Persistence Pays Off
Way to go Our Town Reno you wouldn’t let this story die.
Credit where it’s due.
Kudos to Nico and the team at Our Town Reno for staying on the Reno-Tahoe Airport trustee residency story and refusing to let it fade into the next news cycle. Accountability reporting isn’t glamorous. It requires documents, timelines, follow-ups, and the willingness to ask the same question until someone finally answers it.
And in this case, the persistence mattered.
Eddie Ableser — appointed to the airport board by City of Reno AKA Mayor Hillary Schieve — has now resigned. Public reporting had raised questions about whether he met residency expectations to serve. When you live primarily in another state, that’s not a minor technicality for a public board seat. It’s foundational.
Picon was amused Mayor Hillary Schieve spoke at yesterdays Reno-Tahoe International Airport Concourse A and B project ground breaking.

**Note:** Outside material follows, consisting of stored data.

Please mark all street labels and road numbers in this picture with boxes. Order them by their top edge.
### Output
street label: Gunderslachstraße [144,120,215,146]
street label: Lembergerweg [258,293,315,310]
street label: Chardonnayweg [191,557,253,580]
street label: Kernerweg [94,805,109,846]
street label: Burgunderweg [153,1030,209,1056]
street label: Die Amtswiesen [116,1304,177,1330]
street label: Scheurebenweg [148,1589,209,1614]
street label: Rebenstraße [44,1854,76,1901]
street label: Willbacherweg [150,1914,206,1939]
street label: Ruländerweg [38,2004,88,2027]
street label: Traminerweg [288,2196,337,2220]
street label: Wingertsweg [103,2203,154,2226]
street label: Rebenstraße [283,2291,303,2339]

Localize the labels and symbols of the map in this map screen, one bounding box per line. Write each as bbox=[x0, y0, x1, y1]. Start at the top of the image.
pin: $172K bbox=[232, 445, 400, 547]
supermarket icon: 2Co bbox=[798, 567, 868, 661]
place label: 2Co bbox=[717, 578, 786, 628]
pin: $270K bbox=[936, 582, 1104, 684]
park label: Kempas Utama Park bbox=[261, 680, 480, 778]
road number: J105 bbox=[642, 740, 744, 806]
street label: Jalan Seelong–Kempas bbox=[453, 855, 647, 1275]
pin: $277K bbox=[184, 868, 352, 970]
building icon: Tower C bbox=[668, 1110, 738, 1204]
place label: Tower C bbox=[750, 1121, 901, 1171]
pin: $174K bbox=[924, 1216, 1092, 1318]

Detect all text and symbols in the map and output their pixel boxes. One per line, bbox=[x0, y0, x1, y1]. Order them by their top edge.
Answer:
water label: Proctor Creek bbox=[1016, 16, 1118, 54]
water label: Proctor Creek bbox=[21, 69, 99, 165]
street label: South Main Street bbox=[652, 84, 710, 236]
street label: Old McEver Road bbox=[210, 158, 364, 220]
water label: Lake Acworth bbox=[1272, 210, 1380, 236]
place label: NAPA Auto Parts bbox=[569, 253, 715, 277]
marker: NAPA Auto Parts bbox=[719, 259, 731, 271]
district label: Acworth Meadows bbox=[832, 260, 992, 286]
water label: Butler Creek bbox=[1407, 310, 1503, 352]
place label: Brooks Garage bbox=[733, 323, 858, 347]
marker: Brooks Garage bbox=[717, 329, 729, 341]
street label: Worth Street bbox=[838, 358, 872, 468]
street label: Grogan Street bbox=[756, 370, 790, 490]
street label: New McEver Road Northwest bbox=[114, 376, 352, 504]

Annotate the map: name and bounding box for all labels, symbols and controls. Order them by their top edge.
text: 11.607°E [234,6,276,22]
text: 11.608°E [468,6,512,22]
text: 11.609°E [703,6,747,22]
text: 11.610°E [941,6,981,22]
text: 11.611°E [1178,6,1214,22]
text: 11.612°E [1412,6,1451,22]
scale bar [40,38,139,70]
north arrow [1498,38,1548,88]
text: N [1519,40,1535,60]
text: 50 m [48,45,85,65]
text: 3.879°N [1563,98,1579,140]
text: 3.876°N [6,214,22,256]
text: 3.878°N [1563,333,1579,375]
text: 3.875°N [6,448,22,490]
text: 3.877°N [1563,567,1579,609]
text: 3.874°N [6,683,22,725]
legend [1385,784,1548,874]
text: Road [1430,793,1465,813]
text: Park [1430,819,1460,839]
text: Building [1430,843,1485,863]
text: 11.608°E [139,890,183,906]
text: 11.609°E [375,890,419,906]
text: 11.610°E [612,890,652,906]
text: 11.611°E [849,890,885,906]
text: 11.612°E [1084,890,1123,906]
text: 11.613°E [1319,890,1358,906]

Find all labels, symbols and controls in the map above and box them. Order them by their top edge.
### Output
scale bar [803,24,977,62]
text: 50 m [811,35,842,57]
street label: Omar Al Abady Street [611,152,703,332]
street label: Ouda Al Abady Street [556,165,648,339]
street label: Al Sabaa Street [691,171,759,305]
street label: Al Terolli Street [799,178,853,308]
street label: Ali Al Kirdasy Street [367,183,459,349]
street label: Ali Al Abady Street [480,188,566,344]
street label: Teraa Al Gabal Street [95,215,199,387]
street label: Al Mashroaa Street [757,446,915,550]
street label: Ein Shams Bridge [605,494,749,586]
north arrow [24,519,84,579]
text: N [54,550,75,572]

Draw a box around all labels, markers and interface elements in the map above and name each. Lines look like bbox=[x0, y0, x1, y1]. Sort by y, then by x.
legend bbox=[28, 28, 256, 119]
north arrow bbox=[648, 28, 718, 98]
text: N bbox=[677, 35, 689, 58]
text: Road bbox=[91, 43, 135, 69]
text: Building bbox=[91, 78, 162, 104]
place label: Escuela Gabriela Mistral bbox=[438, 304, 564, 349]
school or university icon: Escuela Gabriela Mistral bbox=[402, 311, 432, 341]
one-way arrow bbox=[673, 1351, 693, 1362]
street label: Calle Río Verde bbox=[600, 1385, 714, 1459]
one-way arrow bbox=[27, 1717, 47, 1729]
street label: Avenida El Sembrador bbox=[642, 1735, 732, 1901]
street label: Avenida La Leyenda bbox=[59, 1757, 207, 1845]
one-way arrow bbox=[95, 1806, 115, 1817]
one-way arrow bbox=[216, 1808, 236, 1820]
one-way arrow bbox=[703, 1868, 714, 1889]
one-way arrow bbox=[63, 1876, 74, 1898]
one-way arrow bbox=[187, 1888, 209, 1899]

Behind the scenes all anyone was talking about was the Airport Authorities request for Eddie Ableser’s resignation and why in the world Schieve was hell-bent on keeping him on the board.
Back on February 26, Mayor Schieve told News 4 Reno that Ableser lived in Reno the majority of the time and was qualified to serve. She also indicated the matter had been referred to the Reno City Attorney's Office for review.
Now, with Ableser’s resignation, the timeline speaks for itself. Hey, Hillary seems like you were WRONG, but nothing new.
This isn’t about personalities. It’s about standards. Public appointments carry public trust. When questions are raised, they deserve real scrutiny — not dismissal. And when those questions turn out to be valid, corrections should follow.
Independent journalism exists for exactly this reason.
It’s easy to move on.
It’s harder to keep digging.
Our Town Reno kept digging.
At a time when many residents feel like cities and counties aren’t always guarding taxpayer interests closely enough, watchdog reporting fills the gap. It asks the uncomfortable questions. It checks the fine print. It verifies the residency.
That’s not negativity.
That’s civic duty.
And on this one, persistence made the difference.